May made the comment after meeting First Minister Nicola Sturgeon, head of the pro-independence Scottish government which says pro-EU Scots should not be dragged out against their will and has been looking at ways to keep Scotland in the bloc.
Scotland voted by 62-38 percent to stay in the European Union in the June 23 referendum while the United Kingdom as a whole voted 52-48 percent to leave, a result which Sturgeon has said made the prospect of another vote on Scottish independence “highly likely”.
“I have already said that I won’t be triggering Article 50 until I think that we have a UK approach and objectives for negotiations – I think it is important that we establish that before we trigger Article 50,” May said, referring to the procedure through which a country would withdraw from the EU.

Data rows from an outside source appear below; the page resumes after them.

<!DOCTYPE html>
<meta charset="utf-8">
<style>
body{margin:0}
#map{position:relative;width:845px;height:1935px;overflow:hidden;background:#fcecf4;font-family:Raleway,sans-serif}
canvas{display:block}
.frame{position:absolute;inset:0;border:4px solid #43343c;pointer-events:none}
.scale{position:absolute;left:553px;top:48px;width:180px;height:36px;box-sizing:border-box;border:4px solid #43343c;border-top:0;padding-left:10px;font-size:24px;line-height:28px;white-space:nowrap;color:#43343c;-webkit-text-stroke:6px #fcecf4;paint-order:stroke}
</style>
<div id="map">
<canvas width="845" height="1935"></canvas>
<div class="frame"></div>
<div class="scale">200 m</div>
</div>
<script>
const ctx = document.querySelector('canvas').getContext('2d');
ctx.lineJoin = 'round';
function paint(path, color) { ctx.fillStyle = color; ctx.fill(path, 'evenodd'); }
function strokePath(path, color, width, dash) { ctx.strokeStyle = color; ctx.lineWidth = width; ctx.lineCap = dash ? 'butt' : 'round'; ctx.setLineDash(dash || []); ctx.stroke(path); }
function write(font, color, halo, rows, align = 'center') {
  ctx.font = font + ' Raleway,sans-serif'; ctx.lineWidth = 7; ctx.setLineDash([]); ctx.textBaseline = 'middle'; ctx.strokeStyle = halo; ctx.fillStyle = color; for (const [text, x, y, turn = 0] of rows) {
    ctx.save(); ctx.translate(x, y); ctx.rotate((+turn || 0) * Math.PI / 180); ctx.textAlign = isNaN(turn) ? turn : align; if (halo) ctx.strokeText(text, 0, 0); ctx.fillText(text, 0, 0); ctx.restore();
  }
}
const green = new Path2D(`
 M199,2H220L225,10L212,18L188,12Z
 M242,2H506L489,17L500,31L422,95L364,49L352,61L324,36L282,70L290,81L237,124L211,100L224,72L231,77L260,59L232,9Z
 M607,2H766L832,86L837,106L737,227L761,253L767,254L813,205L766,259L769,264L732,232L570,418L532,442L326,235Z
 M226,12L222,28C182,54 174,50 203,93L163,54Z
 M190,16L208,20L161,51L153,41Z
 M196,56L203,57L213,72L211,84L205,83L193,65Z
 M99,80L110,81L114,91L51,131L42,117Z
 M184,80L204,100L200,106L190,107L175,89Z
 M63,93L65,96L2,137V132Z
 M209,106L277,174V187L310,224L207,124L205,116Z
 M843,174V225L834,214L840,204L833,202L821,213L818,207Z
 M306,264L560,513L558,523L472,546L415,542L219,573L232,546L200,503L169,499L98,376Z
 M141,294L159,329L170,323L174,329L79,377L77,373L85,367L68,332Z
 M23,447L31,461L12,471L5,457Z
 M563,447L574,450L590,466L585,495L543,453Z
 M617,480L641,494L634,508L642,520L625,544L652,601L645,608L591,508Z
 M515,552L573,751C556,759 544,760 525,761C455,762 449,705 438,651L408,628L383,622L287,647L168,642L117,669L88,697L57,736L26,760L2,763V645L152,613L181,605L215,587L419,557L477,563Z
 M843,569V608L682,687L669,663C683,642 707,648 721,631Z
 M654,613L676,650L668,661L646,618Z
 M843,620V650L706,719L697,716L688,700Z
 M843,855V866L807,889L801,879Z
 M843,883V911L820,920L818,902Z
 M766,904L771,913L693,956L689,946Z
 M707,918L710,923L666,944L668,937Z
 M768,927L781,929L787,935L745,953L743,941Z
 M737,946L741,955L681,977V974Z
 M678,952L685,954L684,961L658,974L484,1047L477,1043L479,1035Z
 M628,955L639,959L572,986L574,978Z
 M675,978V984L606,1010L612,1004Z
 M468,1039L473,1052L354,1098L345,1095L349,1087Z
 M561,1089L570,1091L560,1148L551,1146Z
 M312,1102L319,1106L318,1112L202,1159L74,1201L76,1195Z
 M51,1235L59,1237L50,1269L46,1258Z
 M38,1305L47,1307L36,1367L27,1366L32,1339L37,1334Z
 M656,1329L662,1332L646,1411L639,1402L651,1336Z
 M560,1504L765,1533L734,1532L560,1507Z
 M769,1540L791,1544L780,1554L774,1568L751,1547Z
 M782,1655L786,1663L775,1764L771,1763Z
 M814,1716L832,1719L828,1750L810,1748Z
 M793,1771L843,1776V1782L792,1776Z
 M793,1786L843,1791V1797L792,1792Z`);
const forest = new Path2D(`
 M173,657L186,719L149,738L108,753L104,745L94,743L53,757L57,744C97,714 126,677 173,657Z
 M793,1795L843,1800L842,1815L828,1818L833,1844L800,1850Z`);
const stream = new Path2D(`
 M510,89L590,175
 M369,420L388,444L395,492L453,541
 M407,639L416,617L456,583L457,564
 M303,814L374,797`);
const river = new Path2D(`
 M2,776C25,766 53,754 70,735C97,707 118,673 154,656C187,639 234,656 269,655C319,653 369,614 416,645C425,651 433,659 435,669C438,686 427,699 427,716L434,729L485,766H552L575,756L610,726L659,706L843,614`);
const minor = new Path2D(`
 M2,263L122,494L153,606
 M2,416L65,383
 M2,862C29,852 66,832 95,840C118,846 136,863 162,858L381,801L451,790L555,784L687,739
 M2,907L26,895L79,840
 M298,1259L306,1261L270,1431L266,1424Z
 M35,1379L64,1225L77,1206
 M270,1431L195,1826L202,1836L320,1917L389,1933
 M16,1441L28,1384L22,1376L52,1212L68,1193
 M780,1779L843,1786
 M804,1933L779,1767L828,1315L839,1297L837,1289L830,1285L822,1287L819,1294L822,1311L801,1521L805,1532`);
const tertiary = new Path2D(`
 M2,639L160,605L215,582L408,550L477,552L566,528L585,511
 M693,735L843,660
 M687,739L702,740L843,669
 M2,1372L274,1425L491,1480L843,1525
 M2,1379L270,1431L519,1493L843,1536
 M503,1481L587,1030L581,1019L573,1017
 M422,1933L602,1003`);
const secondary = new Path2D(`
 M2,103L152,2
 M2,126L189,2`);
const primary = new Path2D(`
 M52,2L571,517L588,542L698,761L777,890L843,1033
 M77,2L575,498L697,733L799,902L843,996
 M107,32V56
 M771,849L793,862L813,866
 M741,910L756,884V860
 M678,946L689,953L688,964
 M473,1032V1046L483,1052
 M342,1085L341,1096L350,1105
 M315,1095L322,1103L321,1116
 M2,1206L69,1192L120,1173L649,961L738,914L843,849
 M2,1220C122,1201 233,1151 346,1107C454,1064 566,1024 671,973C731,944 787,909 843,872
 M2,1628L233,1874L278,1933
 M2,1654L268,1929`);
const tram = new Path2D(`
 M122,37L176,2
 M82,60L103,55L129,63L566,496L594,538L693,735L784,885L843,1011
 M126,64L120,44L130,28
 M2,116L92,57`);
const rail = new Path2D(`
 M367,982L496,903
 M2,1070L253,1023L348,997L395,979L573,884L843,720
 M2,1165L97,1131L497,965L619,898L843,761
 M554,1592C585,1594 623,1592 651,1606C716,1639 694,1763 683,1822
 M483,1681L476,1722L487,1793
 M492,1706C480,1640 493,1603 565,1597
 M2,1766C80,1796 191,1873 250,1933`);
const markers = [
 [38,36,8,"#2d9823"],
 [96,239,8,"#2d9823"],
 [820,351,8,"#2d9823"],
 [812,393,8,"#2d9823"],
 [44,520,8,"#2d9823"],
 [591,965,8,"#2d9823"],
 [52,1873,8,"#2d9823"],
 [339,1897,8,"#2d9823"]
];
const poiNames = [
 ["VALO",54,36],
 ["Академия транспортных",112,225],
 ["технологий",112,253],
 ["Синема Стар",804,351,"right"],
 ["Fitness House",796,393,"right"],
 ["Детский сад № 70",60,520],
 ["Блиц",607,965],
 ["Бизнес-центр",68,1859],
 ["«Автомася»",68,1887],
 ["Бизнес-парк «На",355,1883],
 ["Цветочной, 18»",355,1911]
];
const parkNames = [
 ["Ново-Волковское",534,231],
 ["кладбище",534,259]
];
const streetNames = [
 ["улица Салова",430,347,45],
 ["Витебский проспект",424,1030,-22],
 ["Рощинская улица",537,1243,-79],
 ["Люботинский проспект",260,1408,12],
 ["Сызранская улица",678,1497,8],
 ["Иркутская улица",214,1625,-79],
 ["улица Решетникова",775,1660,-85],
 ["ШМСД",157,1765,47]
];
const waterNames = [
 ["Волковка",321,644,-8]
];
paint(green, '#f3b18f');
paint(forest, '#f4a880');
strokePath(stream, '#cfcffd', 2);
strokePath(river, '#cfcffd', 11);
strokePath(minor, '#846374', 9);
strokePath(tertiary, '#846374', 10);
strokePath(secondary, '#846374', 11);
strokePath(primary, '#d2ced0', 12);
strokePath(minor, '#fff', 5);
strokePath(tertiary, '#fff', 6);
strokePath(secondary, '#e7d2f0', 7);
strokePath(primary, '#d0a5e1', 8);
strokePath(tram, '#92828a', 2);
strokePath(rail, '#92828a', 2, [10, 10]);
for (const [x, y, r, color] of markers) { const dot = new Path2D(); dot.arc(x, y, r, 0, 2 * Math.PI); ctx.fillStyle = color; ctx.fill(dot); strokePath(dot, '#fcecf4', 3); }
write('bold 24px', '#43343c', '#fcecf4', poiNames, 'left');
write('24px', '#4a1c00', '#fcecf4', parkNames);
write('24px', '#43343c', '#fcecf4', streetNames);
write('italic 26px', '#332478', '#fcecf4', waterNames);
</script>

May said her decision to visit Sturgeon on her own turf less than 48 hours after taking office underlined her determination to keep Scotland in the United Kingdom after the Brexit vote had revived the issue of independence, which Scots rejected in a 2014 referendum.
Sturgeon has said she will explore all possibilities for keeping Scotland in the EU and May, who herself had backed the campaign to remain in the bloc, said she wanted the Scottish government to be involved in the Brexit talks.
“I will listen to any options they bring forward. I’ve been very clear with the first minister today that I want the Scottish government to be fully engaged in our discussions,” May said.
“I want to get the best possible deal for the whole of the United Kingdom.”